XGBoost Fatigue Recognition

Updated 29 December 2025

XGBoost Fatigue Recognition is an approach that applies the ensemble learning technique XGBoost to detect human fatigue using physiological, behavioral, and appearance-based signals.
The methodology employs robust feature extraction, including HRV metrics and sliding window aggregation, with SHAP-based interpretability enhancing model insights.
Studies show that XGBoost can match or outperform traditional methods in accuracy while highlighting challenges such as adversarial vulnerability and the need for richer multimodal integration.

XGBoost Fatigue Recognition refers to the application of eXtreme Gradient Boosting (XGBoost), a high-performance ensemble learning technique, to the detection and prediction of human fatigue using physiological, behavioral, or appearance-based data streams. Recognizing fatigue reliably is pivotal for domains including driver monitoring, workplace safety, healthcare, and human–machine teaming, where lapses in alertness have critical consequences.
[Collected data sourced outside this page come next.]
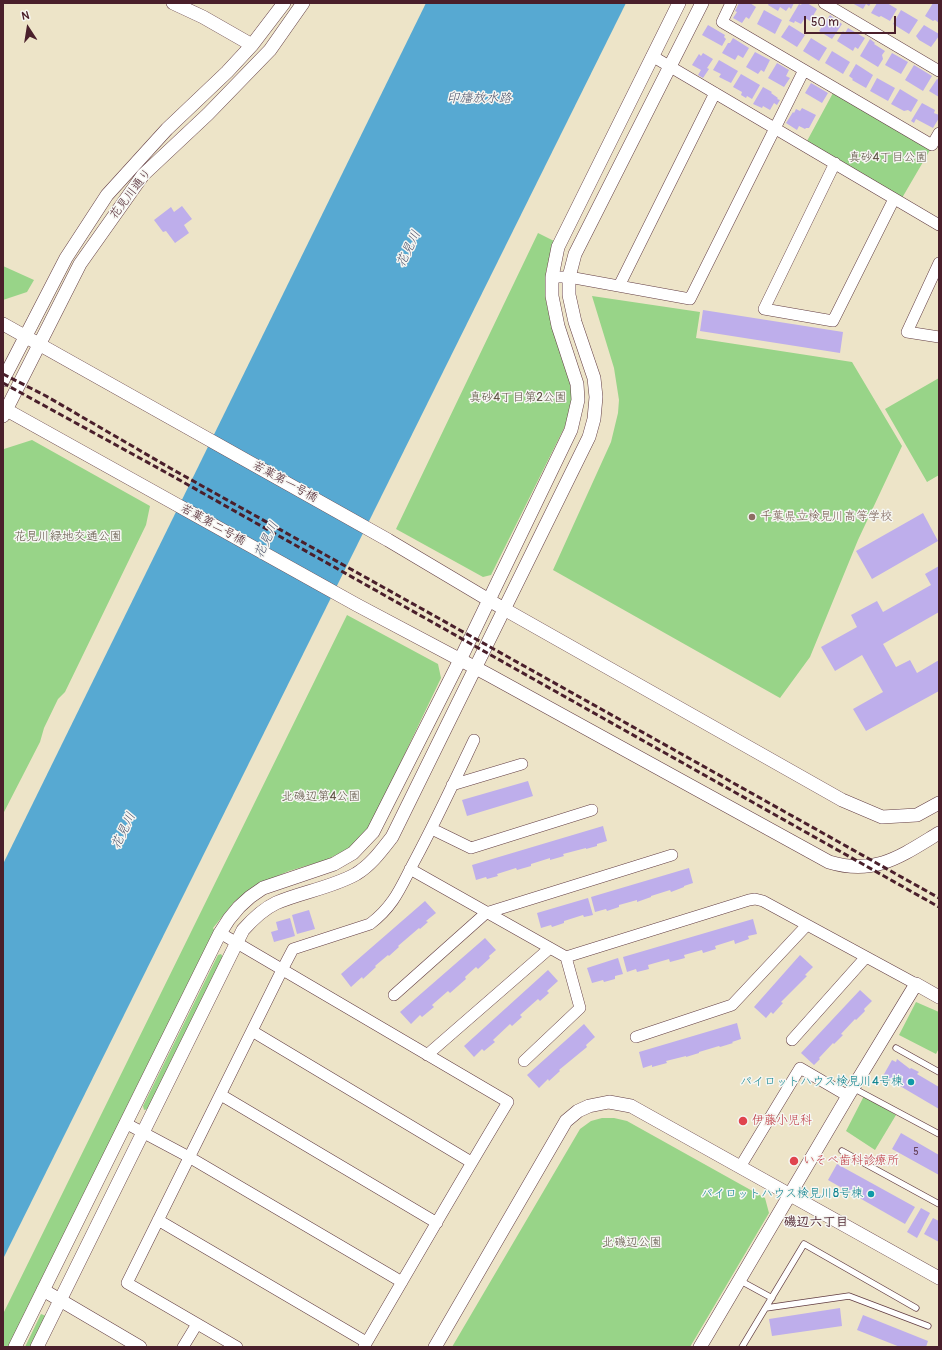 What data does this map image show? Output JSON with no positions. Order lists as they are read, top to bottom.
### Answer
{
  "streets": {
    "street": ["花見川通り", "若葉第一号橋", "若葉第二号橋"]
  },
  "crossings": [
    ["花見川通り", "若葉第一号橋"],
    ["花見川通り", "若葉第二号橋"]
  ],
  "districts": ["磯辺六丁目"],
  "water": ["印旛放水路", "花見川"],
  "parks": [
    "真砂4丁目公園",
    "真砂4丁目第2公園",
    "花見川緑地交通公園",
    "北磯辺第4公園",
    "北磯辺公園"
  ],
  "places": [
    "千葉県立検見川高等学校",
    "パイロットハウス検見川4号棟",
    "伊藤小児科",
    "いそべ歯科診療所",
    "パイロットハウス検見川8号棟"
  ],
  "house_numbers": ["5"],
  "scale_bar": "50 m",
  "north": "top"
} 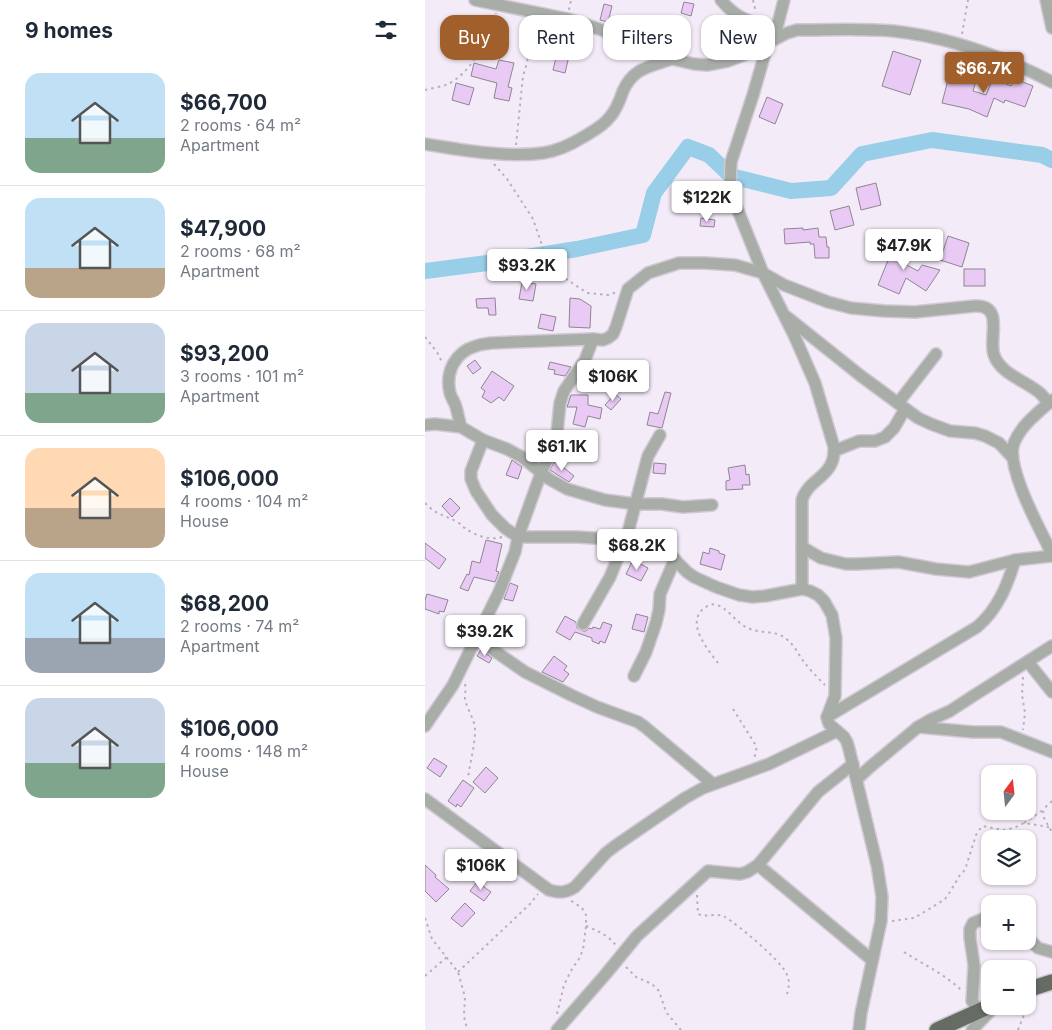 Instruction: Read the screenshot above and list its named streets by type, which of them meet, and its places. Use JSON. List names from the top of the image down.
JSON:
{
  "north": "top",
  "page": {
    "heading": "9 homes",
    "chip": [
      "Buy",
      "Rent",
      "Filters",
      "New"
    ],
    "price": [
      "$66.7K",
      "$122K",
      "$47.9K",
      "$93.2K",
      "$106K",
      "$61.1K",
      "$68.2K",
      "$39.2K",
      "$106K"
    ],
    "list": [
      {
        "name": "$66,700",
        "note": "2 rooms · 64 m² · Apartment"
      },
      {
        "name": "$47,900",
        "note": "2 rooms · 68 m² · Apartment"
      },
      {
        "name": "$93,200",
        "note": "3 rooms · 101 m² · Apartment"
      },
      {
        "name": "$106,000",
        "note": "4 rooms · 104 m² · House"
      },
      {
        "name": "$68,200",
        "note": "2 rooms · 74 m² · Apartment"
      },
      {
        "name": "$106,000",
        "note": "4 rooms · 148 m² · House"
      }
    ],
    "map_buttons": ["+", "−"]
  }
}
This article details the technical landscape of XGBoost-based fatigue recognition, spanning signal domains, feature engineering, modeling protocols, interpretability via SHAP, robustness under adversarial perturbation, and practical limitations.

1. Physiological and Behavioral Data Sources

Fatigue manifests through numerous physiological (e.g., electrocardiogram [ECG], electroencephalogram [EEG], heart rate variability [HRV]), behavioral (e.g., steering wheel movement, posture), and appearance-based (e.g., facial landmarks) signals. Representative data inputs in the literature include:

Electrocardiogram and HRV: Time-domain (SDNN, RMSSD, pNN50), nonlinear (SD1, SD2, SD2/SD1 ratio from Poincaré plots), and frequency-domain (VLF, LF, HF powers) features are routinely extracted per time window to capture cardiac autonomic fluctuations indicative of fatigue. (Vitorino et al., 2023)
Facial landmarks: Eye Aspect Ratio (EAR) and Mouth Aspect Ratio (MAR), computed from specific facial keypoints, provide parsimonious descriptors for eye closure and yawning associated with drowsiness. (Chen et al., 2023)
Behavioral and Multimodal Measures: Heart rate, breathing rate, HRV, steering wheel angle/torque, and posture (slouching, tilting) are synthesized into a multivariate feature set for regression against fatigue markers such as PERCLOS (percentage of eyelid closure over time). (Zhou et al., 2021)

The choice of signal modality determines pipeline design and interpretability, with lower-intrusion signals (ECG, facial landmarks) favored for real-time systems.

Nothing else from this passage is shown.